Stored data =
== Segment start ==
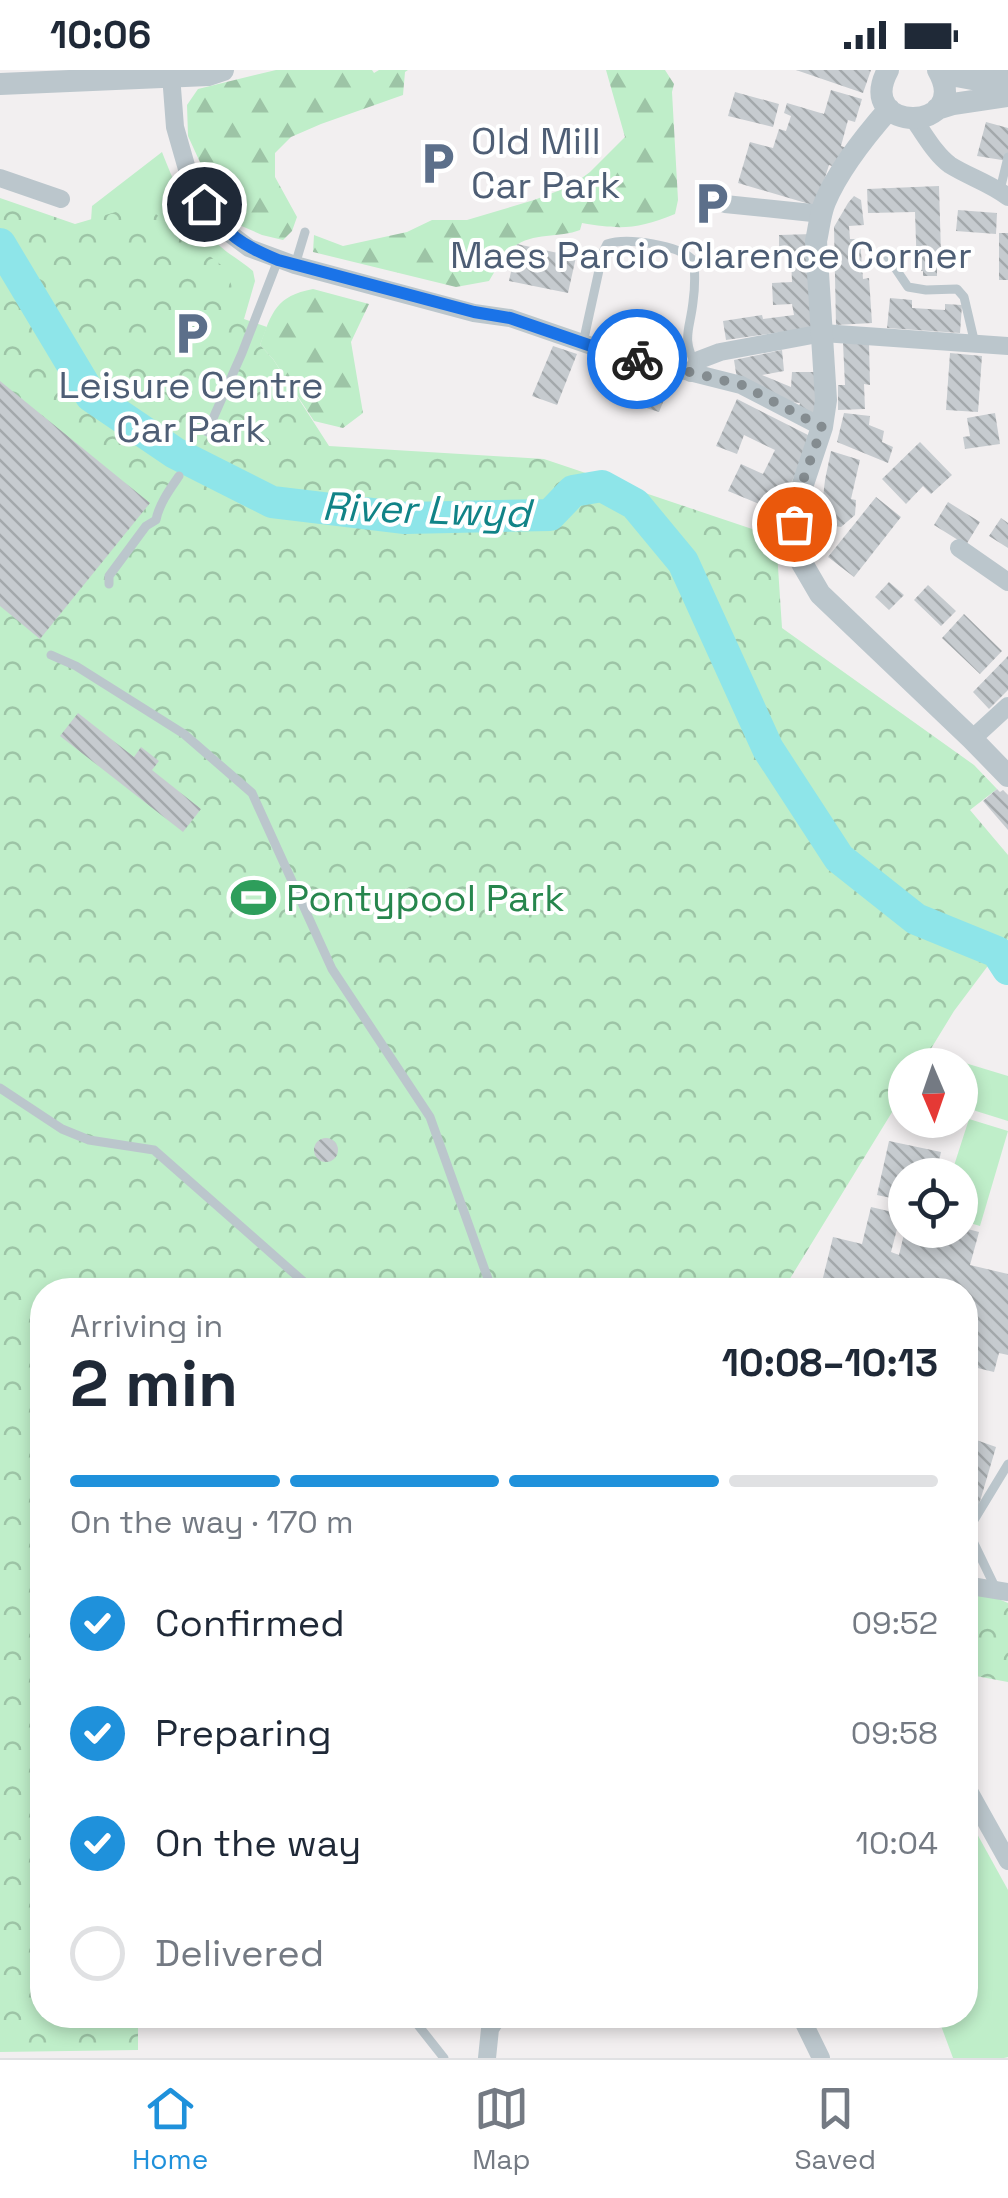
<!DOCTYPE html>
<html lang="en">
<head>
<meta charset="utf-8">
<style>
  :root { --surface:#fff; --page:#f2f2f3; --text:#1f2937; --muted:#747a83; --line:#e0e1e3; --accent:#1f91db }
  body { margin:0; font-family:"Space Grotesk",sans-serif; background:var(--page); color:var(--text); height:100vh; display:flex; flex-direction:column; font-size:38px; white-space:nowrap }
  * { box-sizing:border-box; margin:0 }
  p { font-size:32px; color:var(--muted) }
  .icon { flex:none; width:55px; height:55px; fill:none; stroke:currentColor; stroke-width:2; stroke-linecap:round; stroke-linejoin:round }
  .map { position:relative; flex:1; overflow:hidden }
  .details { position:absolute; left:30px; top:1208px; width:948px; height:750px; display:flex; flex-direction:column; background:var(--surface); border-radius:40px; box-shadow:0 5px 15px #0003 }
  .details>* { flex:none }
  .needle { width:65px; rotate:178deg }
  .tools { position:absolute; left:888px; top:978px; display:grid; gap:20px }
  .tools a { display:grid; place-items:center; width:90px; height:90px; border-radius:50%; background:var(--surface); box-shadow:0 5px 15px #0003; font-size:50px }
  .pin { position:absolute; display:grid; place-items:center; width:85px; height:85px; color:#fff; margin:-42px; border:5px solid #fff; border-radius:50%; box-shadow:0 2px 10px #0007 }
  .courier { position:absolute; display:grid; place-items:center; width:100px; height:100px; margin:-50px; border:8px solid #1a73e8; border-radius:50%; background:#fff; color:#222; box-shadow:0 2px 12px #0007 }
  .overview em { font-style:normal; font-weight:700 }
  .overview div { display:flex; flex-direction:column-reverse }
  .overview { display:flex; align-items:center; justify-content:space-between; height:170px; padding:0 40px }
  h1 { font-size:65px; font-weight:700; line-height:75px }
  .bar { display:grid; grid-template-columns:repeat(4,1fr); gap:15px 10px; align-content:center; height:120px; padding:0 40px }
  .bar i { height:12px; border-radius:8px; background:var(--line) }
  .bar .selected { background:var(--accent) }
  .bar p { grid-column:span 4 }
  ol { padding:0 40px; list-style:none }
  li { display:flex; align-items:center; gap:30px; height:110px }
  li p { margin-inline-start:auto }
  li .icon { padding:10px; border-radius:50%; background:var(--accent); color:#fff; stroke-width:4 }
  li:last-child { color:var(--muted) }
  li i { width:55px; height:55px; border:5px solid var(--line); border-radius:50% }
  .status { display:flex; justify-content:space-between; align-items:center; height:70px; padding:0 50px; background:var(--surface); direction:ltr }
  .status svg { height:28px; fill:currentColor }
  .menu { display:flex; justify-content:space-around; align-items:center; height:140px; border-top:2px solid var(--line); background:var(--surface); font-size:28px; color:var(--muted) }
  .menu a { display:grid; justify-items:center; gap:5px }
  .menu .selected { color:var(--accent) }
  .map>svg:first-child { display:block }
  .green { fill:#bfeec9 }
  .forest { fill:url(#forest-firs) }
  .park { fill:url(#park-crowns) }
  .lines { fill:none; stroke-linecap:round; stroke-linejoin:round }
  .river { stroke:#8ee5e9; stroke-width:32 }
  .building { fill:url(#building-back-hatch) }
  .service { stroke:#bbc6cc; stroke-width:9 }
  .minor { stroke:#bbc6cc; stroke-width:18 }
  .tertiary { stroke:#bbc6cc; stroke-width:22 }
  .done { stroke:#848c90; stroke-width:10; stroke-dasharray:0 18 }
  .route { stroke:#1a73e8; stroke-width:12 }
  .labels { text-anchor:middle; dominant-baseline:central; stroke-width:8; stroke-linejoin:round; paint-order:stroke }
  .service-label { font-size:38px; fill:#4e5e75; stroke:#fff }
  .leisure-label { font-size:38px; fill:#27864d; stroke:#fff; text-anchor:start }
  .water-label { font-size:40px; font-style:italic; fill:#118387; stroke:#fff }
</style>
</head>
<body>
<div class="status"><b>10:06</b><svg viewBox="0 0 49 12"><path d="M0 12V9h3v3zM5 12V6h3v6zM10 12V3h3v9zM15 12V0h3v12zM26 1h20v11H26zM47 4h2v5h-2z"/></svg></div>
<div class="map">
<svg width="1008" height="1988" viewBox="0 0 1008 1988">
  <defs>
    <pattern id="forest-firs" width="22" height="20" patternUnits="userSpaceOnUse" patternTransform="scale(2.5)"><rect width="22" height="20" fill="#bfeec9"/><path d="M5 1l3.5 6h-7zM16 11l3.5 6h-7z" fill="#9dc4a6"/></pattern>
    <pattern id="park-crowns" width="20" height="18" patternUnits="userSpaceOnUse" patternTransform="scale(2.5)"><rect width="20" height="18" fill="#bfeec9"/><path d="M2 6a3 3 0 1 1 6 0M12 15a3 3 0 1 1 6 0" fill="none" stroke="#9dc4a6"/></pattern>
    <pattern id="building-back-hatch" width="6" height="6" patternUnits="userSpaceOnUse" patternTransform="scale(2.5)"><rect width="6" height="6" fill="#c6cbcf"/><path d="M-1 5l2 2M0 0l6 6M5-1l2 2" fill="none" stroke="#a3a8ab"/></pattern>
  </defs>
  <rect width="100%" height="100%" fill="#f2eff0"/>
  <path class="green" d="M 162,82 C 176,118 191,151 221,177 C 231,186 243,192 253,201 L 255,211 L 244,249 L 90,166 L 92,136 Z
    M 952,989 L 1008,1006 L 1008,1051 L 960,1036 L 960,995 L 950,995 Z
    M 969,1049 L 1008,1061 L 980,1156 L 960,1150 L 960,1105 L 951,1105 Z
    M 965,1742 L 1008,1820 L 1008,1987 L 1004,1988 L 953,1988 L 937,1945 L 965,1945 Z"/>
  <path class="forest" d="M 276,0 L 372,0 L 374,3 L 379,0 L 408,0 L 405,2 L 403,25 L 321,54 L 291,67 L 275,83 L 275,107 L 297,147 L 292,161 L 283,170 L 262,165 L 237,154 L 210,114 L 188,66 L 187,35 L 198,19 Z
    M 606,0 L 665,0 L 674,14 L 672,22 L 678,130 L 675,144 C 638,159 621,160 582,153 L 580,160 C 560,168 532,162 514,177 C 504,186 496,199 489,211 L 456,217 L 313,182 L 314,165 L 343,176 L 407,162 L 432,150 L 467,150 L 534,130 L 571,116 L 590,102 L 625,67 Z
    M 313,219 L 369,234 L 351,272 L 363,343 L 343,358 L 314,351 L 273,289 L 260,275 C 272,242 276,226 313,219 Z"/>
  <path class="park" d="M 0,128 L 75,154 L 143,134 L 225,198 L 244,249 L 267,257 L 260,275 L 273,289 L 329,376 L 544,389 L 776,467 L 782,558 L 974,695 L 997,719 L 970,740 L 1008,785 L 1008,869 L 954,941 L 921,995 L 905,995 L 905,1021 L 783,1220 L 42,1220 L 42,1945 L 138,1945 L 138,1980 L 0,1982 Z
    M 965,1515 L 1008,1533 L 1008,1612 L 965,1604 Z"/>
  <g class="lines">
    <path class="river" d="M 0,174 L 91,326 L 175,383 L 272,432 L 405,448 L 550,445 L 573,421 L 602,416 L 635,434 L 683,492 L 768,679 L 839,788 L 916,849 L 997,882 L 1008,899"/>
  </g>
  <path class="building" d="M 796,0 L 871,0 L 863,23 Z
    M 831,20 L 862,29 L 855,52 L 848,50 L 841,76 L 847,78 L 841,99 L 829,95 L 816,136 L 738,113 L 750,72 L 773,78 L 779,59 L 786,61 L 791,46 L 784,43 L 787,33 L 824,44 Z
    M 735,22 L 779,34 L 773,57 L 728,46 Z
    M 986,52 L 1008,58 L 1008,91 L 977,86 Z
    M 939,116 L 941,184 L 944,184 L 945,198 L 937,198 L 937,206 L 923,206 L 923,201 L 917,201 L 915,142 L 868,143 L 867,119 Z
    M 854,126 L 861,130 L 864,155 L 849,156 L 850,169 L 860,169 L 863,209 L 869,208 L 872,253 L 836,255 L 834,157 L 848,133 Z
    M 958,140 L 997,143 L 996,164 L 956,161 Z
    M 999,163 L 1008,163 L 1008,210 L 999,210 Z
    M 813,164 L 817,257 L 726,270 L 723,251 L 762,245 L 763,249 L 794,245 L 792,234 L 773,235 L 772,213 L 792,212 L 791,186 L 779,185 L 779,165 Z
    M 517,174 L 576,187 L 568,223 L 509,211 Z
    M 890,228 L 912,230 L 912,238 L 945,240 L 945,234 L 962,235 L 960,263 L 887,258 Z
    M 644,244 L 663,249 L 660,261 L 678,266 L 673,283 L 627,271 L 631,256 L 640,259 Z
    M 869,272 L 870,315 L 864,314 L 865,339 L 838,340 L 838,315 L 845,315 L 843,273 Z
    M 553,276 L 577,284 L 557,335 L 532,326 Z
    M 782,280 L 784,301 L 762,305 L 791,317 L 792,302 L 817,302 L 815,341 L 813,343 L 798,341 L 800,333 L 784,331 L 737,309 L 734,290 Z
    M 950,283 L 982,286 L 978,342 L 946,340 Z
    M 617,294 L 671,313 L 659,342 L 605,325 Z
    M 0,311 L 150,433 L 40,569 L 0,536 Z
    M 737,329 L 812,367 L 778,442 L 728,421 L 741,394 L 763,404 L 775,380 L 744,365 L 737,384 L 716,376 Z
    M 844,343 L 870,346 L 869,355 L 884,361 L 882,372 L 893,377 L 888,393 L 837,372 Z
    M 995,343 L 1000,374 L 965,379 L 963,367 L 970,366 L 967,348 Z
    M 920,372 L 952,405 L 931,424 L 923,416 L 906,434 L 882,409 Z
    M 831,381 L 860,390 L 851,429 L 856,430 L 855,445 L 841,457 L 820,454 L 825,410 Z
    M 876,427 L 901,447 L 854,507 L 828,487 Z
    M 948,432 L 980,452 L 966,475 L 934,455 Z
    M 1001,448 L 1008,453 L 1008,478 L 989,466 Z
    M 889,512 L 904,525 L 889,540 L 875,527 Z
    M 928,515 L 956,541 L 941,556 L 914,530 Z
    M 964,544 L 1002,581 L 980,604 L 942,568 Z
    M 1008,586 L 1008,620 L 989,639 L 973,622 Z
    M 78,643 L 134,687 L 141,677 L 159,691 L 152,700 L 201,739 L 183,762 L 60,666 Z
    M 997,719 L 1000,722 L 1003,720 L 1008,725 L 1008,760 L 983,731 Z
    M314 1080a12 12 0 1 1 24 0a12 12 0 1 1-24 0Z
    M 889,1071 L 941,1082 L 936,1105 L 905,1105 L 905,1131 L 877,1125 Z
    M 871,1137 L 901,1144 L 891,1182 L 899,1185 L 905,1160 L 960,1160 L 960,1157 L 979,1162 L 970,1195 L 1008,1204 L 1008,1285 L 999,1283 L 994,1302 L 965,1295 L 965,1220 L 820,1220 L 833,1167 L 862,1174 Z
    M 965,1366 L 996,1377 L 978,1438 L 965,1430 Z"/>
  <g class="lines">
    <path class="service" d="M 1000,120 L 1008,87
      M 887,186 L 908,217 L 926,220 L 957,219 L 964,227 L 975,274
      M 295,195 L 305,162
      M 583,273 L 603,182 L 607,174 C 627,167 680,175 694,191 C 695,205 695,219 693,232 C 690,260 681,268 696,295
      M 207,362 L 242,283 L 278,190
      M 109,514 L 109,506 L 146,456 L 156,450 C 159,434 170,419 179,406
      M 51,585 L 76,596 L 184,664 L 252,723 L 332,899 L 430,1047 L 492,1220
      M 0,1018 L 62,1059 L 89,1070 L 154,1080 L 313,1220
      M 995,1517 L 969,1463 L 971,1455 L 1008,1394
      M 164,1945 L 175,1945
      M 410,1945 L 444,1988"/>
    <path class="minor" d="M 171,5 L 175,57 L 189,106 L 204,134 L 225,160 L 249,178 L 295,195 L 474,243 L 510,248 L 606,281 L 741,315 L 822,357
      M 914,50 C 925,65 935,84 950,95 C 969,107 990,113 1008,127
      M 0,108 L 61,129
      M 725,134 L 822,144
      M 691,303 L 699,290 L 720,282 L 823,263 L 1008,276
      M 959,478 L 1008,512
      M 972,669 L 1008,636
      M 965,1515 L 1008,1522
      M 965,1714 L 1008,1791
      M 800,1945 L 821,1988
      M 487,1988 L 490,1959 L 499,1945"/>
    <path class="tertiary" d="M 888,0 C 853,65 974,63 938,0
      M 940,3 L 983,11 L 1008,10
      M 0,14 L 208,5 L 223,0
      M 889,39 C 867,64 838,101 825,132 C 820,144 819,158 816,171 L 826,330 L 822,357 L 795,438 L 793,470 L 799,488 L 820,524 L 972,669 L 1008,706
      M 937,39 L 953,34 L 1008,26"/>
  </g>
  <g class="lines">
    <path class="done" d="M 637,289 L 742,315 L 822,357 C 812,389 796,420 794,454"/>
    <path class="route" d="M 204,134 C 228,165 241,175 278,190 L 474,242 L 510,248 L 606,281 L 637,289"/>
  </g>
  <defs>
    <symbol id="parking-bare" viewBox="-9 -9 18 18"><path d="M-3.5-5.5H1a3.5 3.5 0 0 1 0 7H-1V5.5H-3.5ZM-1-3.4V-.6H.8a1.4 1.4 0 0 0 0-2.8Z" fill="#5c6f8a" stroke="#fff" stroke-width="2.5" paint-order="stroke"/></symbol>
    <symbol id="stadium-bare" viewBox="-9 -9 18 18"><path d="M0-5a6.5 5 0 1 0 0 10a6.5 5 0 1 0 0-10ZM-3.5-1.8h7v3.6h-7Z" fill="#2e9e5b" stroke="#fff" stroke-width="2.5" paint-order="stroke"/></symbol>
  </defs>
  <g fill-rule="evenodd">
    <use href="#parking-bare" x="406" y="62" width="63" height="63"/>
    <use href="#parking-bare" x="680" y="102" width="63" height="63"/>
    <use href="#parking-bare" x="160" y="232" width="63" height="63"/>
    <use href="#stadium-bare" x="222" y="796" width="63" height="63"/>
  </g>
  <g class="labels">
    <g class="service-label">
      <text x="471" y="71" text-anchor="start">Old Mill<tspan x="471" dy="44">Car Park</tspan></text>
      <text x="711" y="185">Maes Parcio Clarence Corner</text>
      <text x="191" y="315">Leisure Centre<tspan x="191" dy="44">Car Park</tspan></text>
    </g>
    <g class="leisure-label">
      <text x="286" y="828">Pontypool Park</text>
    </g>
    <g class="water-label">
      <text transform="translate(426 440) rotate(2)">River Lwyd</text>
    </g>
  </g>
</svg>
<div class="tools">
<a><svg class="needle" viewBox="-14 -14 28 28"><path d="M0-13l5 13h-10z" fill="#e53935"/><path d="M0 13l5-13h-10z" fill="#747a83"/></svg></a>
<a><svg class="icon" aria-label="locate" viewBox="0 0 24 24"><circle cx="12" cy="12" r="6"/><path d="M12 2v4M12 18v4M2 12h4M18 12h4"/></svg></a>
</div>
<div class="pin" style="left:794px;top:454px;background:#ea580c"><svg class="icon" aria-label="bag" viewBox="0 0 24 24"><path d="M5 8h14l-1 12H6zM9 8a3 3 0 0 1 6 0"/></svg></div>
<div class="pin" style="left:204px;top:134px;background:#1f2937"><svg class="icon" aria-label="home" viewBox="0 0 24 24"><path d="M3 11l9-7 9 7M6 9v11h12V9"/></svg></div>
<div class="courier" style="left:637px;top:289px"><svg class="icon" aria-label="bike" viewBox="0 0 24 24"><circle cx="6" cy="16" r="4"/><circle cx="18" cy="16" r="4"/><path d="M6 16l4-8h5l3 8M10 8l3 8H6M13 5h3"/></svg></div>
<section class="details">
<div class="overview"><div><h1>2 min</h1><p>Arriving in</p></div><em>10:08–10:13</em></div>
<div class="bar"><i class="selected"></i><i class="selected"></i><i class="selected"></i><i></i><p>On the way · 170 m</p></div>
<ol>
<li><svg class="icon" aria-label="check" viewBox="0 0 24 24"><path d="M5 12l5 5 9-10"/></svg>Confirmed<p>09:52</p></li>
<li><svg class="icon" aria-label="check" viewBox="0 0 24 24"><path d="M5 12l5 5 9-10"/></svg>Preparing<p>09:58</p></li>
<li><svg class="icon" aria-label="check" viewBox="0 0 24 24"><path d="M5 12l5 5 9-10"/></svg>On the way<p>10:04</p></li>
<li><i></i>Delivered</li>
</ol>
</section>
</div>
<nav class="menu">
<a class="selected"><svg class="icon" aria-label="home" viewBox="0 0 24 24"><path d="M3 11l9-7 9 7M6 9v11h12V9"/></svg>Home</a>
<a><svg class="icon" aria-label="map" viewBox="0 0 24 24"><path d="M3 6l6-2 6 2 6-2v14l-6 2-6-2-6 2zM9 4v14M15 6v14"/></svg>Map</a>
<a><svg class="icon" aria-label="saved" viewBox="0 0 24 24"><path d="M7 4h10v16l-5-4-5 4z"/></svg>Saved</a>
</nav>
</body>
</html>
== Segment end ==
All of the lines above that carry the string "scale" need to be found and copied.

    <pattern id="forest-firs" width="22" height="20" patternUnits="userSpaceOnUse" patternTransform="scale(2.5)"><rect width="22" height="20" fill="#bfeec9"/><path d="M5 1l3.5 6h-7zM16 11l3.5 6h-7z" fill="#9dc4a6"/></pattern>
    <pattern id="park-crowns" width="20" height="18" patternUnits="userSpaceOnUse" patternTransform="scale(2.5)"><rect width="20" height="18" fill="#bfeec9"/><path d="M2 6a3 3 0 1 1 6 0M12 15a3 3 0 1 1 6 0" fill="none" stroke="#9dc4a6"/></pattern>
    <pattern id="building-back-hatch" width="6" height="6" patternUnits="userSpaceOnUse" patternTransform="scale(2.5)"><rect width="6" height="6" fill="#c6cbcf"/><path d="M-1 5l2 2M0 0l6 6M5-1l2 2" fill="none" stroke="#a3a8ab"/></pattern>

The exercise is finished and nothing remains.